I begin this review with some words from the end of the book: “Prayer is revolutionary. As Christians stand before God in prayer, they stand for the flourishing of common life.” This rather beautiful phrase captures a lot of the heart of this book, and by implication the theological and prayerful heart of its author, Ashley Cocksworth. Regular readers will know that I have read and reviewed a large number of books on prayer, but this is one that crosses two conversations that often don’t happen near each other: the theology of prayer, and the prayerfulness of theology.

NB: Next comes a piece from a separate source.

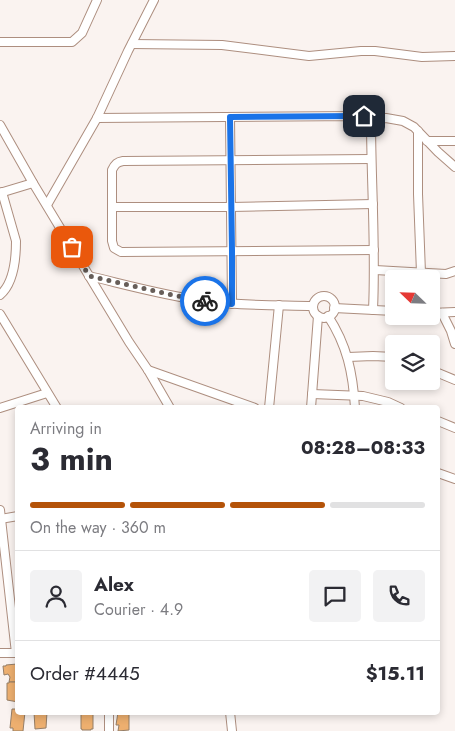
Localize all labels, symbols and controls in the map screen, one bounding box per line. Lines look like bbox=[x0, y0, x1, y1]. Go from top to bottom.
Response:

Prayer is both a complex topic and something often neglected in academic theology. Cocksworth has written a book that beautifully puts forward an argument for what prayer is, as well as an argument (which I wholeheartedly agree with) that prayer is integral to the work of theology. As he writes in his introductory chapter, “Prayer is not any old human practice. Instead… prayer is the vastly complicated practice of God’s into which we are drawn. It is much more than the thing that I do, though it is that too“. This emphasis on the theological nature of prayer runs beautifully throughout the book, and finds expression particularly in a fascinating section on pneumatology and prayer, wherein Cocksworth notes that “there is liturgical evidence to suggest that the divinity of the Holy Spiritwas part of the practice of Christian prayer long before it recieved full doctrinal affirmation“, a thought that is traced through the early church and reinforces a robust trinitarianism. Similarly, the chapter ‘Christ the Pray-er, Christ the Prayer’ offers (in his own words) “a full-bodied Christology of prayer [that] accounts for Jesus’ activity as prayer and the more demanding Christological notion that Jesus Christ is prayer itself (the very embodiment of what it means to pray: to participate in the divine life)“. The influence of the Lord’s prayer is seen throughout this book, but it goes deeper than that, thus my point about it being a properly theological book.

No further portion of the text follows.